Weir provides one of every two high-pressure pumps used in the North American shale market. While Weir is geared toward the shale industry, there have been fears that low U.S. gas prices could dent demand for unconventional oil and gas resources.
However, Weir's mineral division, in which it is a world leader in slurry pumps, accounts for more than 50% of the group's operating profits. Of course, this in turn leaves Weir exposed to the mining sector, and a reduction in capital spending by the mining companies could reduce demand for the firm's infrastructure equipment. But right now, it is lower U.S. gas prices are hurting the share price.
The long-term case
I believe Weir's recent falls have been largely overdone for three reasons.

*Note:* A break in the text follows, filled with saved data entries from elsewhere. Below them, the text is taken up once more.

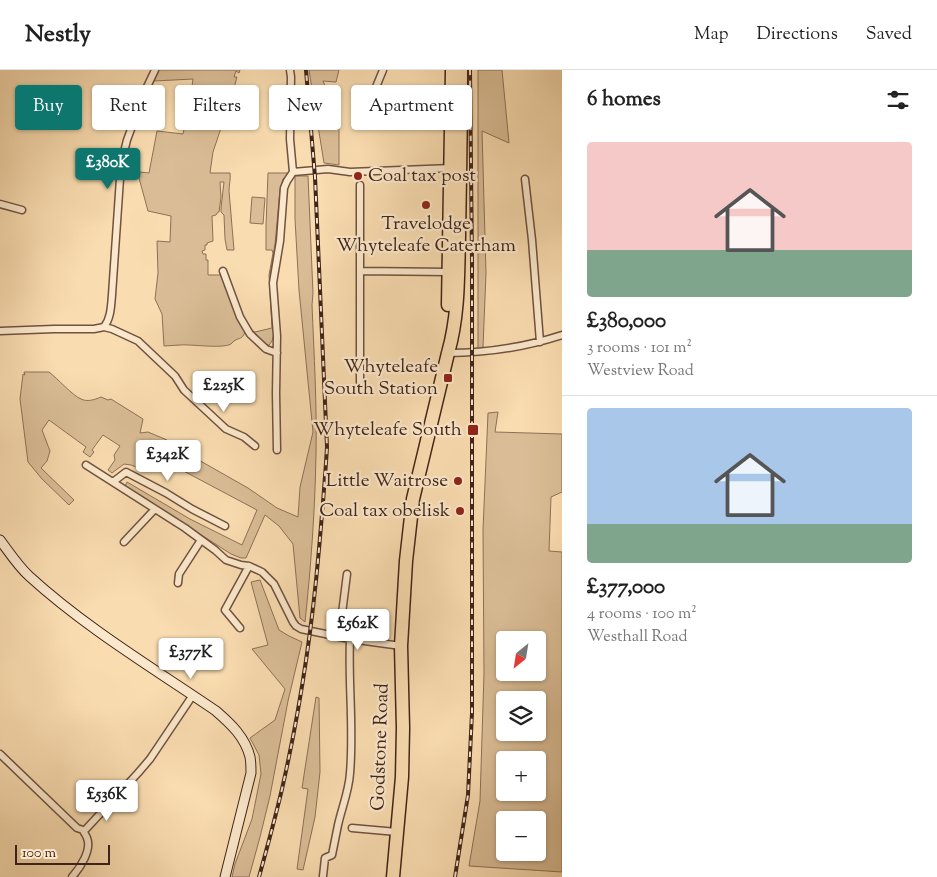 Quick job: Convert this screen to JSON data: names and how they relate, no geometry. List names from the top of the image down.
{
  "streets": {
    "highway": ["Godstone Road"]
  },
  "places": {
    "other": [
      "Coal tax post",
      "Travelodge Whyteleafe Caterham",
      "Little Waitrose",
      "Coal tax obelisk"
    ],
    "transit": ["Whyteleafe South Station", "Whyteleafe South"]
  },
  "scale_bar": "100 m",
  "north": "bottom left",
  "page": {
    "header": "Nestly",
    "nav": ["Map", "Directions", "Saved"],
    "heading": "6 homes",
    "chip": [
      "Buy",
      "Rent",
      "Filters",
      "New",
      "Apartment"
    ],
    "list": [
      {
        "name": "£380,000",
        "note": "3 rooms · 101 m² · Westview Road"
      },
      {
        "name": "£377,000",
        "note": "4 rooms · 100 m² · Westhall Road"
      }
    ],
    "price": [
      "£380K",
      "£225K",
      "£342K",
      "£562K",
      "£377K",
      "£536K"
    ],
    "map_buttons": ["+", "−"],
    "scale": "100 m"
  }
}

For starters, the "top-down" investment case remains firmly intact. Weir chief executive Keith Cochrane succinctly summarized the long-term case for Weir by saying that "the company is being driven by a cycle of economic growth linked to the commodities boom and the industrialization of countries such as China and India."
What's more, Weir is today much more protected from an economic downturn as a result of its growing after-market service revenues. Indeed, such sales now account for nearly half of the top line. Moreover, after-market services yield a much higher margin than sales of infrastructure equipment.
Plenty of growth
Thirdly, being a key supplier to the booming commodity industries has done wonders to Weir's growth rate and established an attractive track record. In fact, the firm has tripled its profits during the last five years, and earnings are still forecast to expand at a double-digit pace during the next year or two.
Furthermore, while the shares currently yield a modest 2.2%, the business has managed to grow its dividends consistently since 2000 -- with the payout doubling between 2007 and 2011.
All told, I believe Weir's potential isn't reflected in its current 3.2 billion pound market cap. With key structural themes underpinning its growth, the company makes an appealing long-term investment.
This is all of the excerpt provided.